What is CAT? – International Association for Computerized Adaptive Testing

Introduction to CAT

This page provides an introduction to CAT from Prof. David J. Weiss at the University of Minnesota.

CAT Simulations

Computerized adaptive testing (CAT) is the redesign of psychological and educational measuring instruments for delivery by interactive computers. CAT can be used for tests of ability or achievement and for measures of personality and attitudinal variables. Its objective is to select, for each examinee, the set of test questions from a pre-calibrated item bank that simultaneously most effectively and efficiently measures that person on the trait.

This section focuses on CAT that uses item response theory (IRT) as the psychometric model. Not all approaches to CAT use IRT. When a test is being used to classify an examinee, the problem can be approached from an IRT perspective or from a decision theory perspective. For example, Lawrence Rudner has proposed a measurement decision theory (MDT) approach to making mastery or other dichotomous classification decisions.

The First Adaptive Test: Alfred Binet & IQ

The basic principle of adapting a test to each examinee was recognized in the very early days of psychological measurement, even before the development of the standardized conventional paper-and-pencil test, by Alfred Binet in the development of the Binet IQ test (Binet & Simon, 1905) which later was published as the Stanford-Binet IQ Test.
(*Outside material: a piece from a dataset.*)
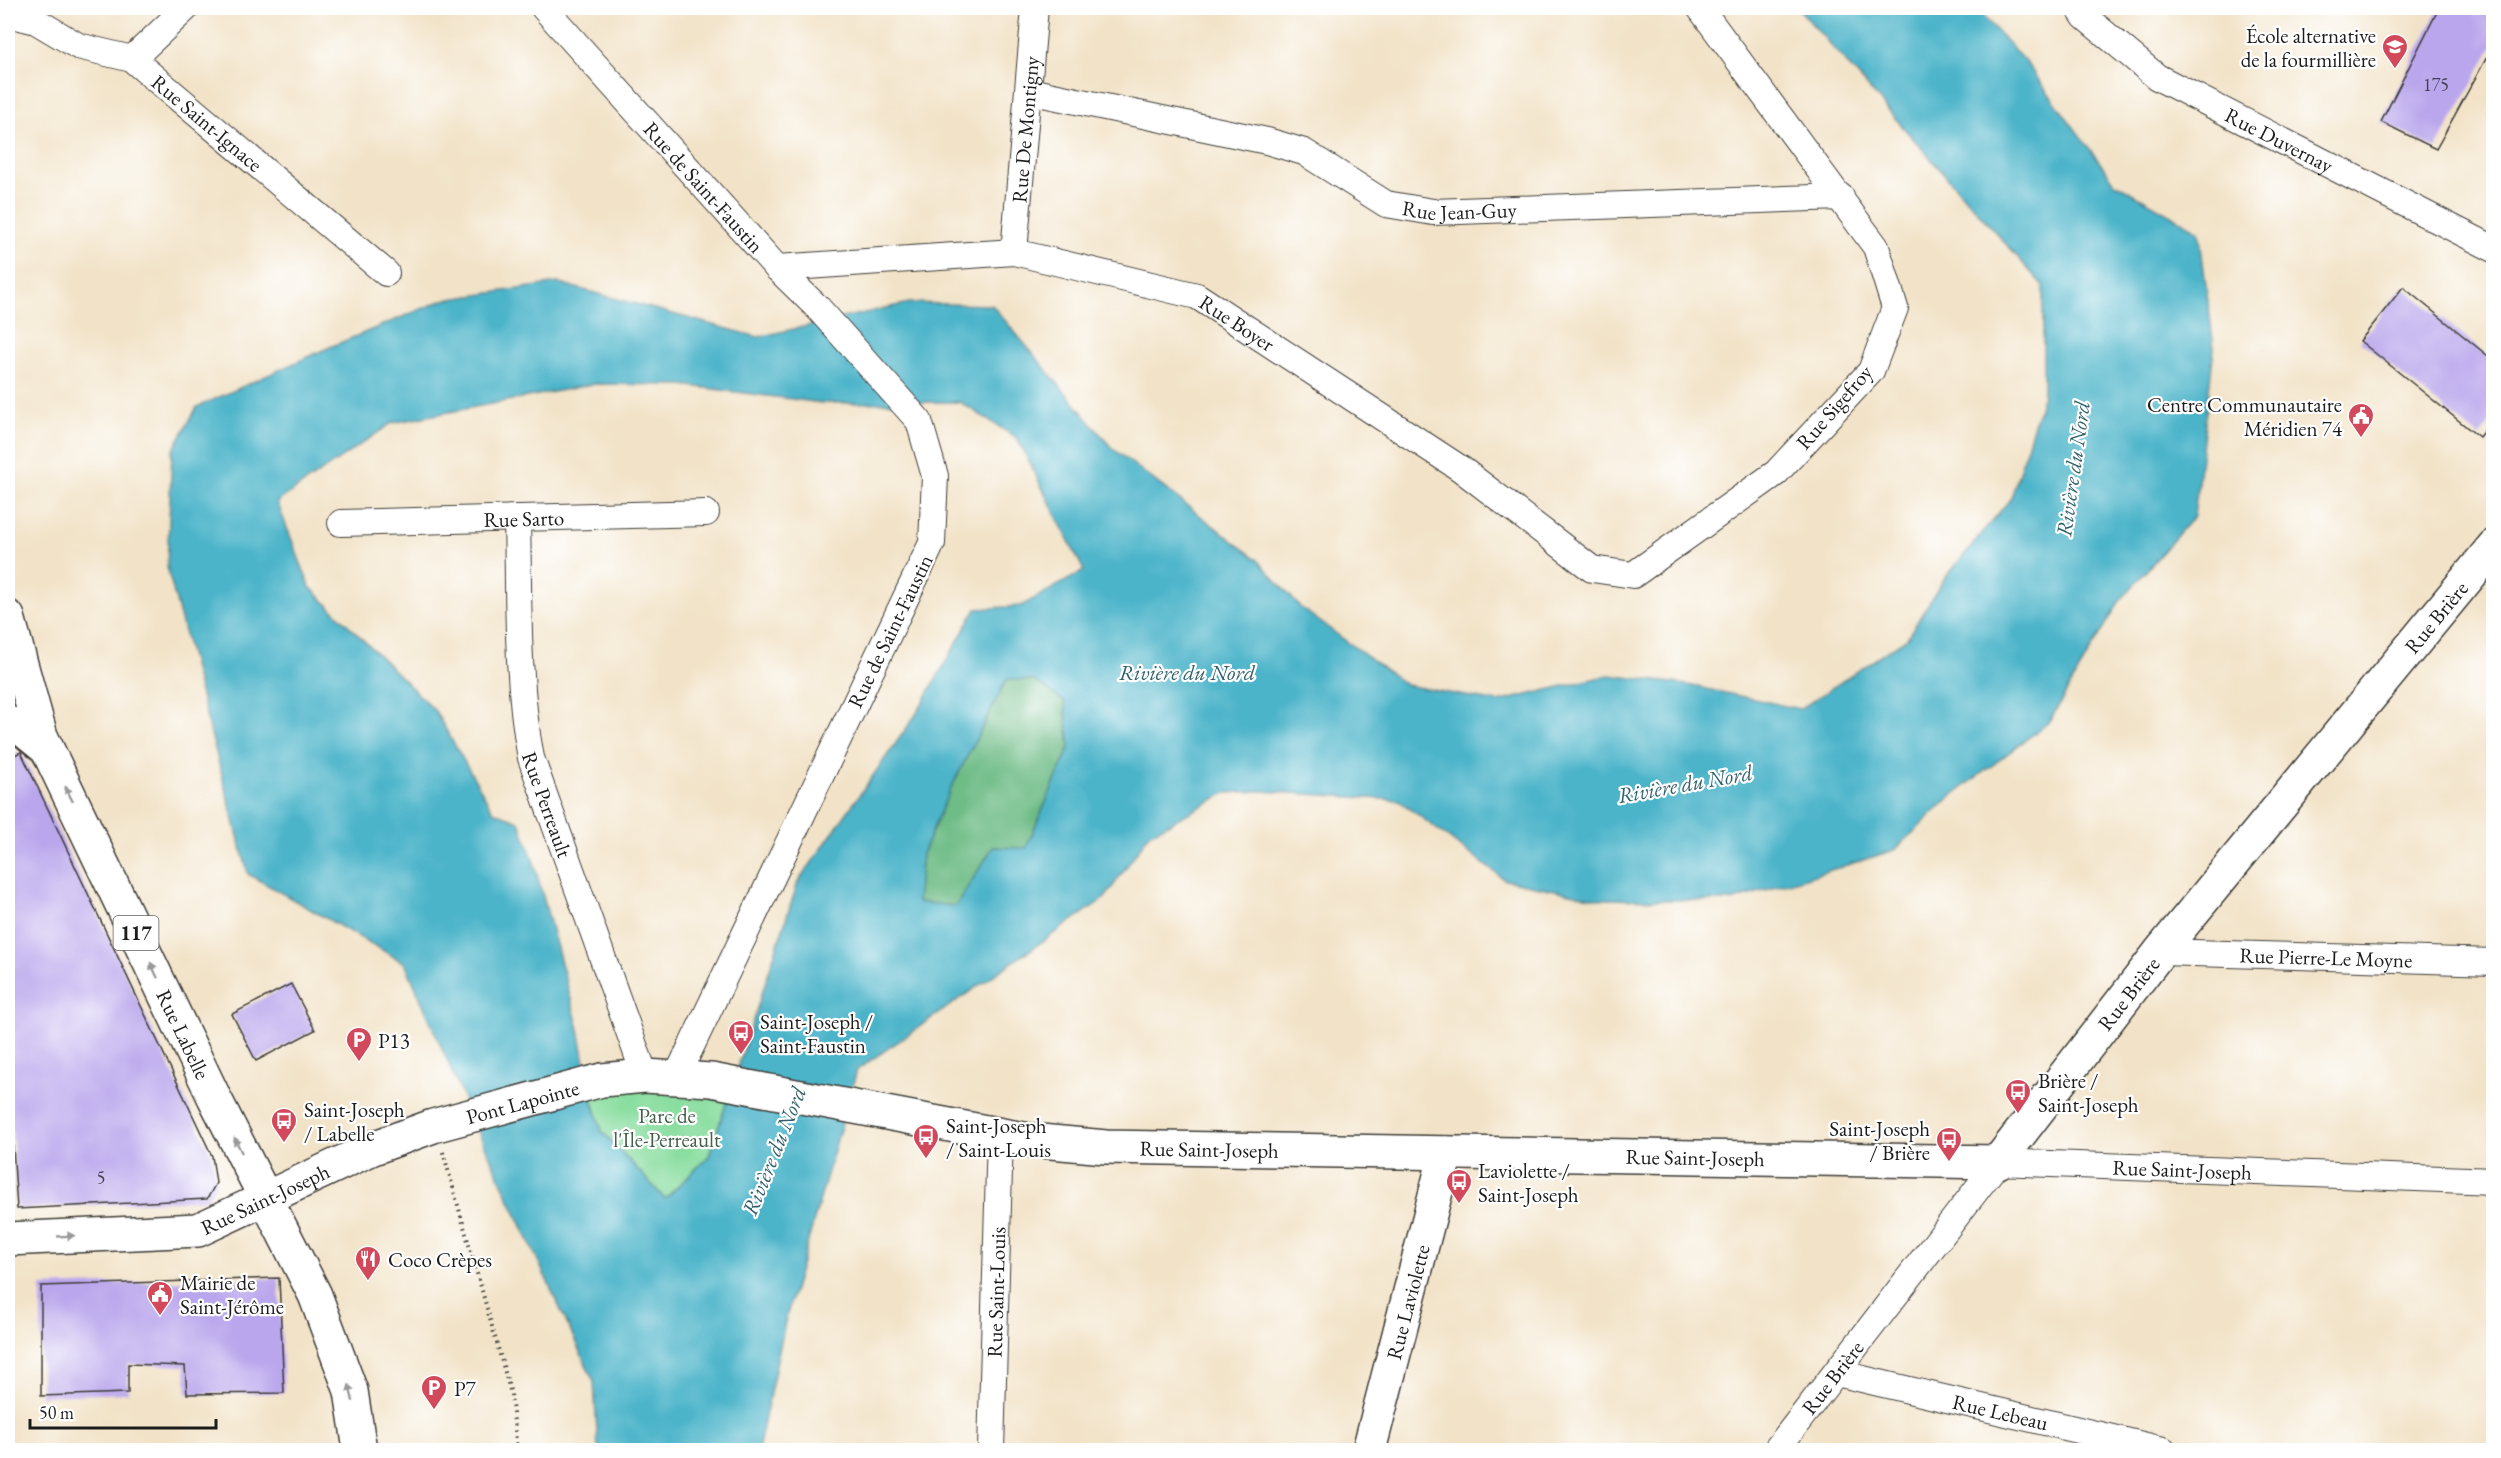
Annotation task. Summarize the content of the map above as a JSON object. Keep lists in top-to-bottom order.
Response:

Binet’s test was comprised of sets of test items normed by chronological age level.

Binet’s test administration procedure is a fully adaptive procedure (see example below):

1. It uses a pre-calibrated bank of test items. Binet selected items for each age level if approximately 50% of the children at that age level answered an item correctly. Thus, in the original version of the test, there were sets of items at ages from three years through 11 years. All of these items constituted “Binet’s item bank” for his adaptive test.
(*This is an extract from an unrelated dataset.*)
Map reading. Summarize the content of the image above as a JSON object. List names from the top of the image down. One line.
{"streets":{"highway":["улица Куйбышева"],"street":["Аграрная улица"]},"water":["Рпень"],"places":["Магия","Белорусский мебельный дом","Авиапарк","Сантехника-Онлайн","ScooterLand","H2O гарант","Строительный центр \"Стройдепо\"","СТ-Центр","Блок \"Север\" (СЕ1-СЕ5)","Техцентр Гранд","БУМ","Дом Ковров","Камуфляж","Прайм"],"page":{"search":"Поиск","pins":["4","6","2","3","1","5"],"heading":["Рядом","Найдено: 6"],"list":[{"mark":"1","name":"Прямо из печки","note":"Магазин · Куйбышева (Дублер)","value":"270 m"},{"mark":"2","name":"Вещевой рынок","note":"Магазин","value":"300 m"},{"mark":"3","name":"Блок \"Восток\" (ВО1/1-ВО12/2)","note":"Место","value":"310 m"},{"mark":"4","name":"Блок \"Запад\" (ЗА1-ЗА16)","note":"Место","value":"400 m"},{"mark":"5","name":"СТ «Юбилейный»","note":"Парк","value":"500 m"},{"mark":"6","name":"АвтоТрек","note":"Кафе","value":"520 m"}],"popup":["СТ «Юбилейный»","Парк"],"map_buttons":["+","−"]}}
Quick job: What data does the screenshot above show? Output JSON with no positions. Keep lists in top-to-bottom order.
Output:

2. It is individually administered by a trained psychologist and is designed to “probe” for the level of difficulty (i.e., chronological age) that is most appropriate for each examinee, much as hurdle-jumping probes for the performance level of each athlete.

3. It has a variable starting option. The Binet test is begun by the administrator based on her/his best guess about the examinee’s likely ability level (typically the examinee’s chronological age, but it can be lower or higher if there is information to inform such a starting level).
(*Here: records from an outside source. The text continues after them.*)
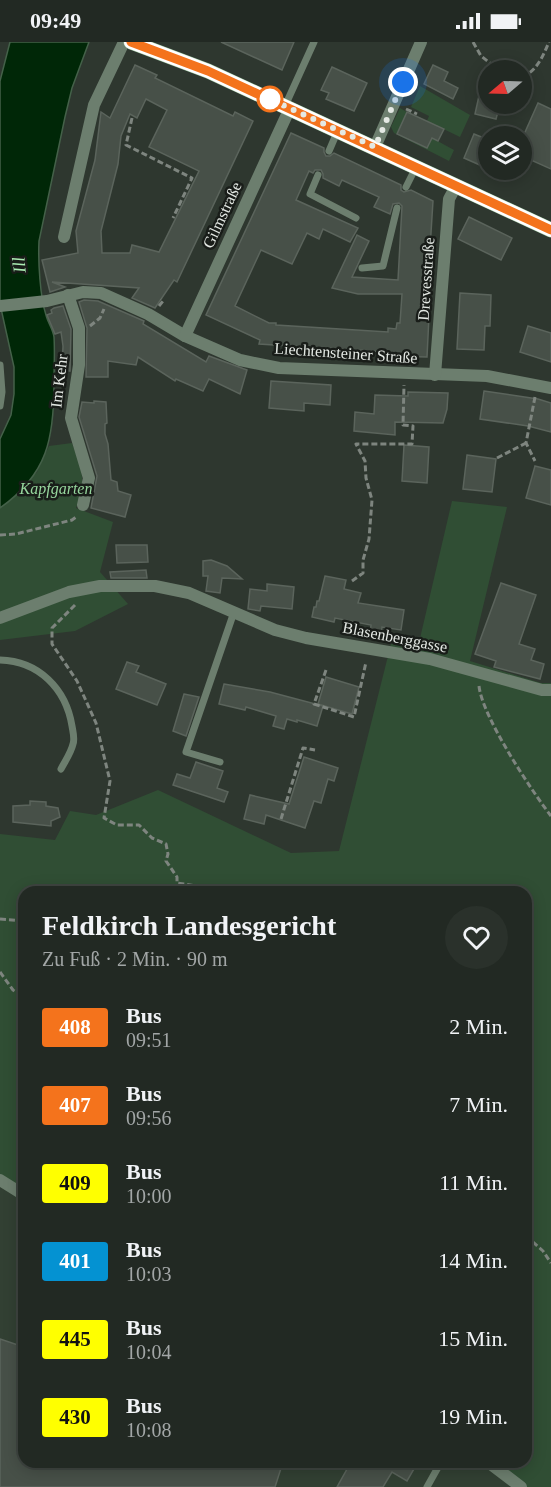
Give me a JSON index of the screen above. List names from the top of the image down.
{
  "streets": {
    "street": [
      "Gilmstraße",
      "Drevesstraße",
      "Liechtensteiner Straße",
      "Im Kehr",
      "Blasenberggasse"
    ]
  },
  "crossings": [
    ["Gilmstraße", "Liechtensteiner Straße"],
    ["Drevesstraße", "Liechtensteiner Straße"],
    ["Liechtensteiner Straße", "Im Kehr"]
  ],
  "water": ["Ill"],
  "parks": ["Kapfgarten"],
  "lines": ["bus line 408"],
  "north": "left",
  "page": {
    "status": "09:49",
    "heading": ["Feldkirch Landesgericht", "Zu Fuß · 2 Min. · 90 m"],
    "list": [
      {
        "mark": "408",
        "name": "Bus",
        "note": "09:51",
        "value": "2 Min."
      },
      {
        "mark": "407",
        "name": "Bus",
        "note": "09:56",
        "value": "7 Min."
      },
      {
        "mark": "409",
        "name": "Bus",
        "note": "10:00",
        "value": "11 Min."
      },
      {
        "mark": "401",
        "name": "Bus",
        "note": "10:03",
        "value": "14 Min."
      },
      {
        "mark": "445",
        "name": "Bus",
        "note": "10:04",
        "value": "15 Min."
      },
      {
        "mark": "430",
        "name": "Bus",
        "note": "10:08",
        "value": "19 Min."
      }
    ]
  }
}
4. It use a defined scoring method – a set of items at a given age level is administered and immediately scored by the administrator.

5. There is a “branching” or item selection rule that determines which items will next be administered to a given examinee. In the Binet test, the next set of items to be administered is based on the examinee’s performance on each previous set of items. If the examinee has answered some or most of the items at a given age level correctly, usually the items at the next higher age level are administered. If most of the items at a given age level are answered incorrectly, items at the next lower age level are typically administered.

6. There is a pre-defined termination rule. The Binet test is terminated when, for each examinee, both a “ceiling” and a “basal” level have been identified. The ceiling level is the age level at which the examinee incorrectly answers all items; the basal level is the age level at which the examinee correctly answers all the items. The effective range of measurement for each examinee lies between these two levels.

An examinee’s final score on the Binet test is based on the subset of items that she/he answered correctly. In effect, these items are weighted by their age level in arriving at the IQ scores derived from the test, since different examinees will answer both different numbers and subsets of items.

A Computer-Delivered More Efficient Variation of the Binet Test

In 1973 I proposed a variation of the Binet test that required a computer for administration (Weiss, 1973) in an attempt to make the test more efficient. I called it the “stratified adaptive” or “stradaptive” test.

The stradaptive test uses the same item bank structure as the Binet test. That is, test items are stratified or organized into levels of difficulty, referred to as “strata.” Similar to the Binet test,it uses a variable starting level that allows the test to begin at any level of difficulty deemed appropriate for each examinee. The stradaptive test procedure differs from the Binet test, however, in its “branching” rule and in its termination rule.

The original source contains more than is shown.